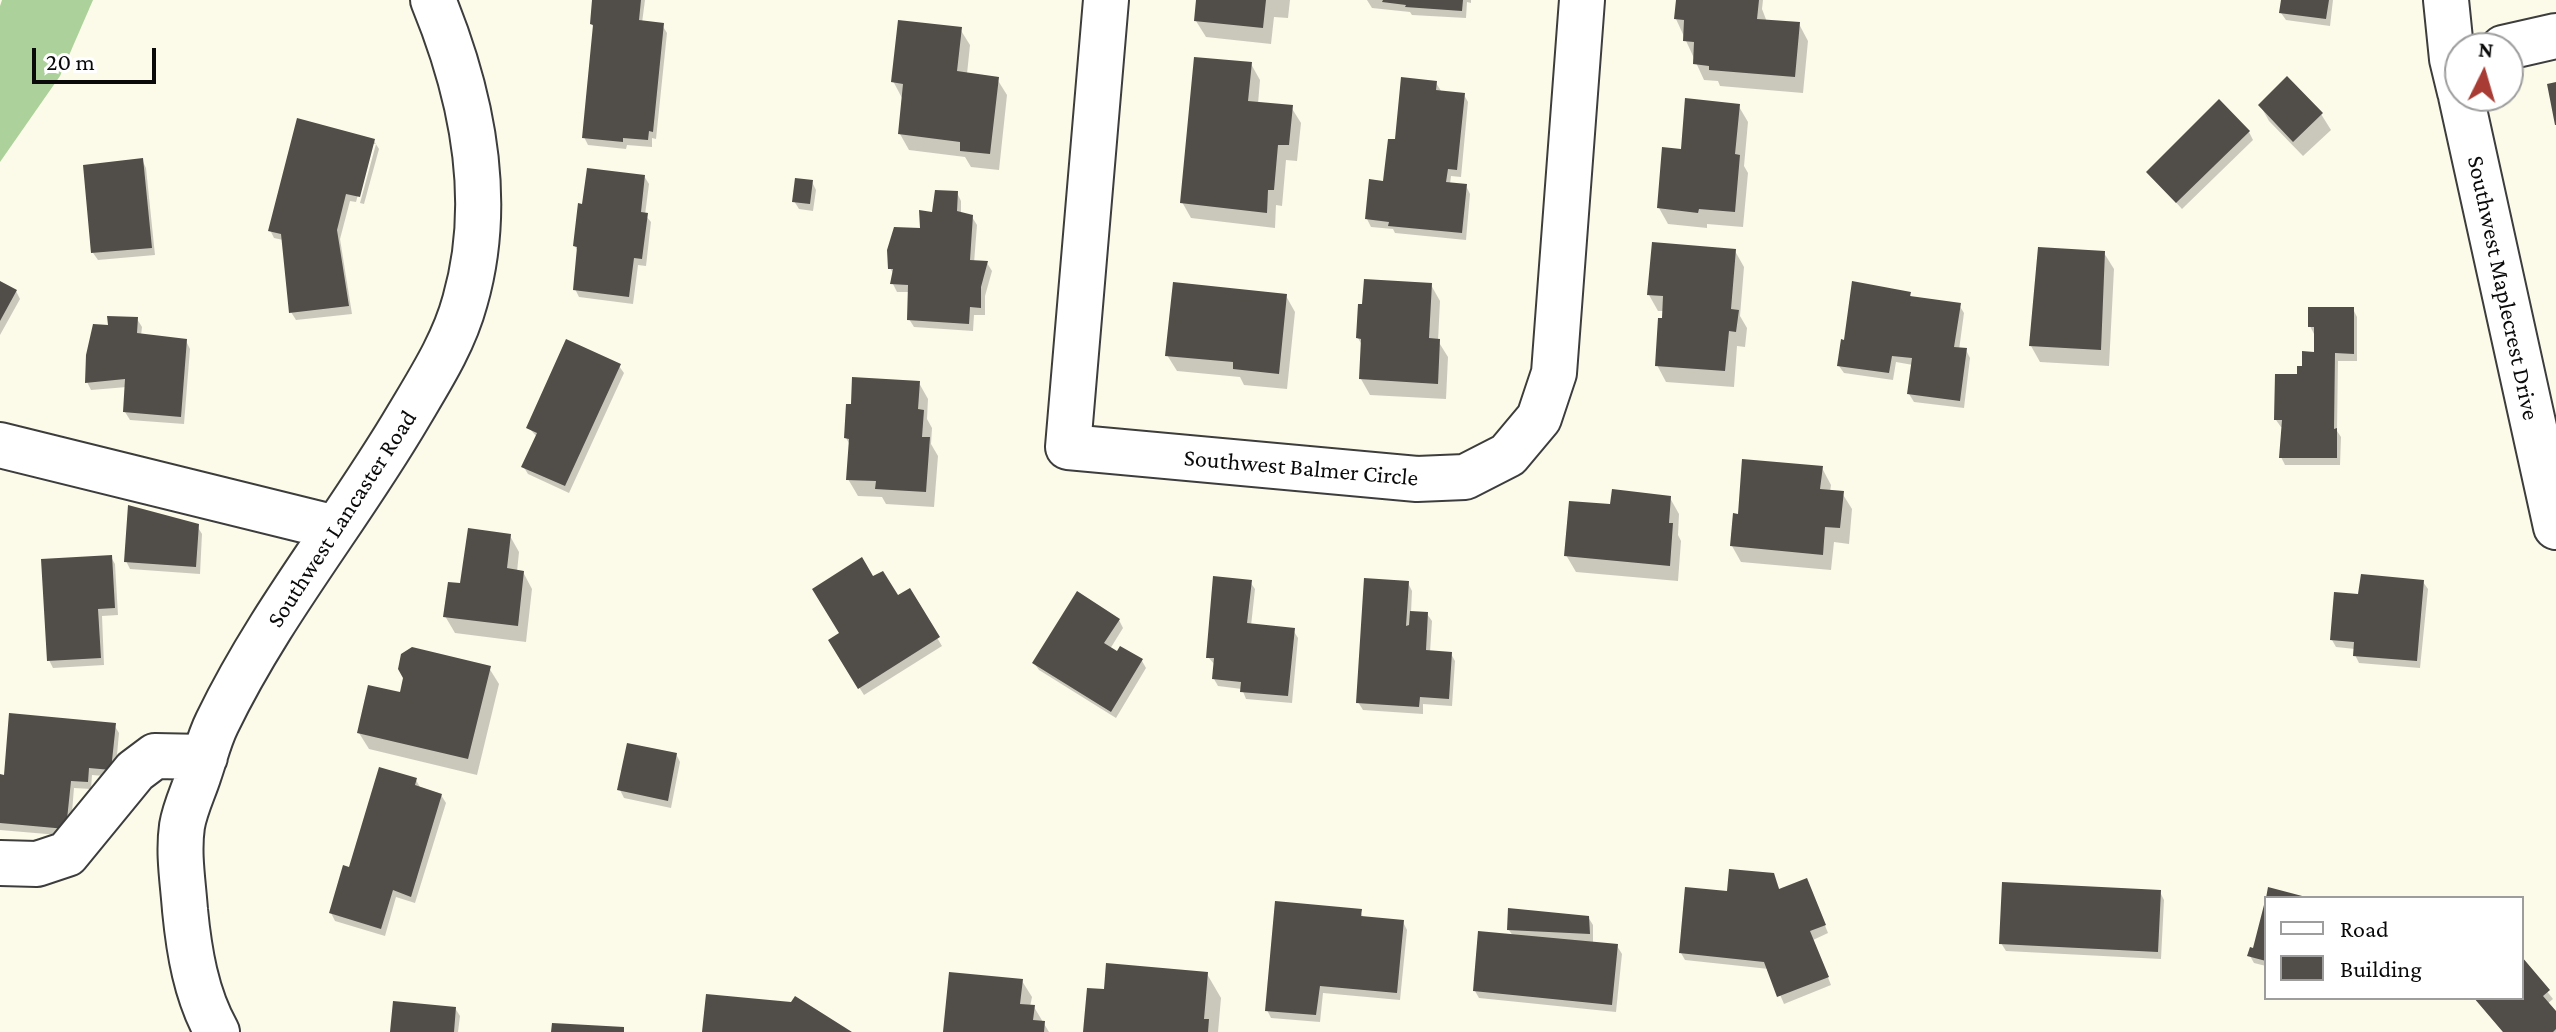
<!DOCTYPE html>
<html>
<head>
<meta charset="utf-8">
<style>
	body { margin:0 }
	#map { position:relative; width:2556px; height:1032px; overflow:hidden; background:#fcfbea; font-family:"Crimson Pro",serif }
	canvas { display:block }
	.legend { position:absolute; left:2264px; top:896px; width:260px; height:104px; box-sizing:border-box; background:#fff; border:2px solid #9d9d9d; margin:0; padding:10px 14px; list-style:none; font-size:24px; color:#0a0a0a }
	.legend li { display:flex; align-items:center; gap:16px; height:40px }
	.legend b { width:40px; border:2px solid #9d9d9d }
	.north { position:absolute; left:2444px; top:32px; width:80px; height:80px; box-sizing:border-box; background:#fff; border:2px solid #9d9d9d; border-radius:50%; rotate:5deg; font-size:22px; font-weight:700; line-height:32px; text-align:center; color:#0a0a0a }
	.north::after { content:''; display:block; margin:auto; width:28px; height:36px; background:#a83c34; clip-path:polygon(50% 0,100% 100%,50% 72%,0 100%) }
	.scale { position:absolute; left:32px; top:48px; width:124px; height:36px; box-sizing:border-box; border:4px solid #0a0a0a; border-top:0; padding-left:10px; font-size:24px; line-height:28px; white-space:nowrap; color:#0a0a0a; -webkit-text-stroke:6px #fff; paint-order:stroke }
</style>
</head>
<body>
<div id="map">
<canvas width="2556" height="1032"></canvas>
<ul class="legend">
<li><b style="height:10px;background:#fff"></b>Road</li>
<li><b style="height:22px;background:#514d48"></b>Building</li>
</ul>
<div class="north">N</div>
<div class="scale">20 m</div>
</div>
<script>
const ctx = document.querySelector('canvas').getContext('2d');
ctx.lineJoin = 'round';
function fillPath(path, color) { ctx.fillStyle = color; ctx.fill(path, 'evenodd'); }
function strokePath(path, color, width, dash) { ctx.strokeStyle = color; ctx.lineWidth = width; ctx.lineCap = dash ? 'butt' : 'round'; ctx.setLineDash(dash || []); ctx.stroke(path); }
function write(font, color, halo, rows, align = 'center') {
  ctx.font = font + ' "Crimson Pro",serif'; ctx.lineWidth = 8; ctx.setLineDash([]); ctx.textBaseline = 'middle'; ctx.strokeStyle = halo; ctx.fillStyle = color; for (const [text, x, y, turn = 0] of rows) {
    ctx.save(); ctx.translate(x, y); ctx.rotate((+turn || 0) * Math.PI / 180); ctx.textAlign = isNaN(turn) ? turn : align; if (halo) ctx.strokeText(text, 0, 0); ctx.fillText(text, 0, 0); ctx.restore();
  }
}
const forest = new Path2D(`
	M2,0H93L60,76L0,162V6Z`);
const shadow = new Path2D(`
	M594,0H645L642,23L662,25L667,33L656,139L652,138V147L627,145L626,149L588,145L584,137L594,29L592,24Z
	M1198,0H1290L1288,18L1274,17L1271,44L1206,37L1196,21Z
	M1367,0H1471V3L1467,2L1466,18L1412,15L1410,12L1372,8Z
	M1678,0H1763L1762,9L1767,22L1799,24L1808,41L1803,93L1720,86L1718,81L1704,80L1676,19Z
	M2283,0H2333L2330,26L2286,20L2281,13Z
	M960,29L970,45L967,74L997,79L1007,95L999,170L971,167L965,157L909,150L900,134L902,98L893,81Z
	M1251,64L1260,80L1258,104L1291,107L1301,123L1297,161L1286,160L1282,206L1276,205L1275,228L1191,218L1182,202Z
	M1436,83L1441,91L1464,95L1468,102L1461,177L1451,176L1450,184L1466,186L1470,194L1466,240L1395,233L1393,229L1371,227L1367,219L1385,183L1397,141Z
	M1738,105L1748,122L1744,166L1748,173L1743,227L1707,224V228L1668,224L1659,208L1683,151Z
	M2260,105L2321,114L2331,130L2303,156L2269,121Z
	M2249,132L2253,140L2182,209L2148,172Z
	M374,141L379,149L364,204L360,203L376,144H372L356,202L350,201L340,239L352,314L296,320L291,312L283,240L274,238L270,230Z
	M142,160L146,168L155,255L98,260L93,253Z
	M644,176L649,184L645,215L651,222L646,266L638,265L633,304L579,297L575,289L578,252L575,246Z
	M812,182L816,190L813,211L799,209L794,201Z
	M957,193L961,201V214L972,217L977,225L974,263H987L992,271L985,296V315H974L973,331L914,327L909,319L910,292H897L893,284L894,275L890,268L934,214Z
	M1735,251L1744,267L1740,316L1747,328L1745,347L1737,346L1734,387L1666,382L1657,365L1664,311H1658L1649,295Z
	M2104,253L2114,269L2109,366L2040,362L2031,346Z
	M0,283L16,291L20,299L0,335Z
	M1431,285L1440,301L1438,341L1448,357L1446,399L1370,395L1361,379L1363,347L1358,338Z
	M1910,294L1912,299L1959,305L1964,313L1959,350H1966L1970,358L1964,408L1914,402L1909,394L1913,365L1896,362L1893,380L1844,373L1839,366Z
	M1286,296L1295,312L1287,389L1244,385L1240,377L1177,371L1167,355Z
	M2353,309L2357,317V361H2338L2337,431L2341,437L2340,465H2285L2281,457L2284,427H2281L2276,420L2304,369L2316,354L2314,334L2310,326Z
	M137,319L142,327L141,336L186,341L190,349L184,424L130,420L125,412L127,387L91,390L87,382L110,327Z
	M619,366L624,373L569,493L528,474L523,466L537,437L529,428Z
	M919,383L928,399L927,419L932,428L931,444L938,456L934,507L886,504L882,497L858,496L848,479L850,445L846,438Z
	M1822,468L1831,485L1830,492L1842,493L1852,509L1849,544L1834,542L1831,570L1741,562L1732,546L1740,516Z
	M1670,498L1679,514L1678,535L1681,541L1678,581L1576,572L1566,555L1612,507Z
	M197,526L202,534L200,574L130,569L126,561Z
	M510,536L519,552L517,572H523L532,589L526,642L455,633L445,616L462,585Z
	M111,557L115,564L118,615L102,616L104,665L53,668L49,660Z
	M872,579L898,598L909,591L942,646L864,695L830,641L842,634Z
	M1250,582L1255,589L1251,626L1293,630L1298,638L1292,703L1246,699L1242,689L1218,686L1214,679L1215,665L1208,657Z
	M2423,582L2428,589L2420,668L2359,663L2355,655V649L2336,647L2332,640L2360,596Z
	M1408,583L1412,591L1411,613L1427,614L1432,621L1430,652L1451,654L1455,661L1452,706L1423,704V714L1363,710L1358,702Z
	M1119,620L1123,628L1110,649L1118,654L1121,648L1142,661L1146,668L1116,718L1039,670L1034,663Z
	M489,668L499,684L477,775L369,749L359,733L401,695Z
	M114,725L119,733L115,777L92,775L91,789L74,788L70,836L0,830V776L6,777Z
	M676,754L680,762L671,808L624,798L620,790Z
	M416,780L421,789L441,795L446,803L415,903L396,897L385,936L335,921L331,913L351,869Z
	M1777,883L1780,891L1810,888L1828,933L1813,940L1831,985L1784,1004L1769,969L1685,960L1681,953L1729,893Z
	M2160,892L2164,900L2161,959L2006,951L2001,943Z
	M2266,905V966L2254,963L2250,956L2254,951Z
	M1360,911L1364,919L1403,922L1407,930L1400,1000L1323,993L1320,1022L1271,1018L1267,1010Z
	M1588,917L1593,925V944L1617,946L1622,954L1616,1012L1479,998L1475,991L1513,936L1509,930Z
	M2522,960L2553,999L2547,1004L2556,1014V1032H2503L2474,998H2522Z
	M1207,974L1221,998L1218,1032H1085L1106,991Z
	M1022,981L1032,997L1030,1007H1034L1049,1032H945Z
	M455,1008L460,1016L458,1032H392Z`);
const building = new Path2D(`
	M592,0H641L639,20L664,23L653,132L649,131L648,140L623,138V142L582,138L593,25L590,24Z
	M1196,0H1266L1263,28L1194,21Z
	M1383,0H1463L1462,11L1405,7L1406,5L1382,2Z
	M1676,0H1759L1757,19L1800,22L1795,77L1709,70V66L1693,64L1694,42L1683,41L1684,20L1674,19Z
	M2281,0H2329L2326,19L2279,13Z
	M898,20L962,27L957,71L999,77L990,154L960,151V142L898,134L903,84L891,82Z
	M1194,57L1252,62L1248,101L1293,105L1289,145H1278L1274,190H1268L1267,213L1180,203Z
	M2287,76L2323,113L2293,142L2258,105Z
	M1401,77L1437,81L1436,90L1465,93L1457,170L1448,169L1446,182L1467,184L1462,233L1388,226L1389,222L1365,219L1369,179L1383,181L1388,139H1395Z
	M2556,82V125H2555L2547,84Z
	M1685,98L1740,104L1735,154L1740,155L1735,212L1699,209L1698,213L1657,208L1662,147L1681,149Z
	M2219,99L2250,131L2176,203L2146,172Z
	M297,118L375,139L360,197L346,194L337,230L349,306L289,313L281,234L268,231Z
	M143,158L152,248L91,253L83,165Z
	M587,168L645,175L641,212L648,213L642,259L634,258L629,297L573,290L577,247L573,246L578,203L582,204Z
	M795,178L813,180L810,204L792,202Z
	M935,190L958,191L957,211L973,215L970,260L988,261L981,287V308L970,307L969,324L907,320L908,285L890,284L893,269H888L887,250L894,227L920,228L919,210L932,212Z
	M1652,242L1736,249L1731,309L1739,310L1736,332L1729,331L1725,371L1655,366L1658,318H1662L1663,296L1647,295Z
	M2038,247L2105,251L2101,350L2029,346Z
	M1364,279L1432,283L1429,338L1440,339L1438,384L1359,379L1361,339L1356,338L1358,304H1362Z
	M0,281L17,290L0,321Z
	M1852,281L1911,292L1910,296L1961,303L1954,347L1967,348L1960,401L1907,394L1912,358L1892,356L1889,373L1837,366L1841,339L1844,340Z
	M1173,282L1287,294L1279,374L1233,369V362L1165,356Z
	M2308,307H2354V354L2335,353L2334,429L2337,428V458H2279L2282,420H2274L2275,374H2297V366H2302V351L2314,352V327H2308Z
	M107,316L138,317L137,333L187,339L181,417L123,412L125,379L85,383L86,355L93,324L108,325Z
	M566,339L621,364L565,486L521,467L537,433L526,428Z
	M852,377L920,381L918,409L924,410L922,437H930L926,492L875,489L876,481L846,480L849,439L844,438L846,404H851Z
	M1742,459L1823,466L1820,489L1844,491L1840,528L1825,527L1823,555L1730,546L1733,513L1738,514Z
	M1612,489L1671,496L1669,523H1673L1670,566L1564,556L1569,501L1610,504Z
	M128,505L199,524L196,567L124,562Z
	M468,528L511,534L507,568L524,571L518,626L443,617L448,582L460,583Z
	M112,555L115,608L98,609L101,658L47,661L41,559Z
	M862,557L873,576L883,571L898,595L910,588L940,637L858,689L828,640L839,633L812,589Z
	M2361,574L2424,580L2417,661L2353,656L2354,642L2330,640L2334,592L2358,594Z
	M1213,576L1252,580L1247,623L1295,628L1288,696L1240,692L1241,682L1212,679L1214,658H1206Z
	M1364,578L1409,581L1406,626L1409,625L1410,611L1428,612L1426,650L1452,652L1449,699L1420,697L1419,707L1356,703Z
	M1077,591L1120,619L1104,643L1117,651L1120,646L1143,659L1111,712L1032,663Z
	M412,647L491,666L468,759L357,733L368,685L400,692L403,678L398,669L401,654Z
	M9,713L116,723L111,770L89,768L88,782L71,781L66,829L0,823V774L4,775Z
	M627,743L677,753L668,801L617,790Z
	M379,767L417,778L415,785L442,794L411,897L393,890L381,929L329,913L343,865L349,867Z
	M1729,869L1774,873L1779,889L1807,878L1826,925L1810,931L1829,977L1777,997L1764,962L1679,953L1685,887L1727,891Z
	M2002,882L2161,890L2158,952L1999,944Z
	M2268,887L2306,897L2305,898H2266Z
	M1275,901L1362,909L1361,916L1404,920L1397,993L1320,986L1316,1015L1265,1011Z
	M2265,901H2266V961L2247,956L2250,947L2253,948Z
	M1508,908L1589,916L1590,934L1507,930Z
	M1478,931L1618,944L1612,1005L1473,991Z
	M2522,957L2550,990L2543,996L2556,1011V1029L2553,1032H2503L2474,998H2522Z
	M1106,963L1208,972L1204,1019H1209L1208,1032H1083L1087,988L1104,989Z
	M949,972L1023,979L1020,1004L1035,1005L1033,1020L1045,1021L1044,1032H943Z
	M706,994L791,1002L795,996L852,1032H702Z
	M393,1001L456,1007L454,1032H390Z
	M552,1023L624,1027V1032H551Z`);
const minor = new Path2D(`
	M1106,0L1068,447L1417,479L1465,477L1508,455L1539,418L1554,373L1582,0
	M2446,0L2452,59L2460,92
	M2503,48L2556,36
	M2461,96L2556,527
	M0,445L336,528
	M0,863L37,864L67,854L135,771L155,756L205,757
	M217,1032C196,995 189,951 185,910C183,882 178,854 182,826C185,808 194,790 199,774C205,757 209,739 217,723C270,613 348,519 409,415C431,378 454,342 465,301C494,200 472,95 433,0`);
const streetNames = [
	["Southwest Maplecrest Drive",2503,288,78],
	["Southwest Balmer Circle",1301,468,5],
	["Southwest Lancaster Road",342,519,-57]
];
fillPath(forest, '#acd19a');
fillPath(shadow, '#0003');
fillPath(building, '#514d48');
strokePath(minor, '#3d3d3d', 48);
strokePath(minor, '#fff', 44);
write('24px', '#0a0a0a', '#fff', streetNames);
</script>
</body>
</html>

+--

• [Assigned task]: Only the lines from the start of the records through the line containing "position:absolute; left:32px; top:48px;" should be repeated, word for word, with the pictures left out.

• [Task solution]:
<!DOCTYPE html>
<html>
<head>
<meta charset="utf-8">
<style>
	body { margin:0 }
	#map { position:relative; width:2556px; height:1032px; overflow:hidden; background:#fcfbea; font-family:"Crimson Pro",serif }
	canvas { display:block }
	.legend { position:absolute; left:2264px; top:896px; width:260px; height:104px; box-sizing:border-box; background:#fff; border:2px solid #9d9d9d; margin:0; padding:10px 14px; list-style:none; font-size:24px; color:#0a0a0a }
	.legend li { display:flex; align-items:center; gap:16px; height:40px }
	.legend b { width:40px; border:2px solid #9d9d9d }
	.north { position:absolute; left:2444px; top:32px; width:80px; height:80px; box-sizing:border-box; background:#fff; border:2px solid #9d9d9d; border-radius:50%; rotate:5deg; font-size:22px; font-weight:700; line-height:32px; text-align:center; color:#0a0a0a }
	.north::after { content:''; display:block; margin:auto; width:28px; height:36px; background:#a83c34; clip-path:polygon(50% 0,100% 100%,50% 72%,0 100%) }
	.scale { position:absolute; left:32px; top:48px; width:124px; height:36px; box-sizing:border-box; border:4px solid #0a0a0a; border-top:0; padding-left:10px; font-size:24px; line-height:28px; white-space:nowrap; color:#0a0a0a; -webkit-text-stroke:6px #fff; paint-order:stroke }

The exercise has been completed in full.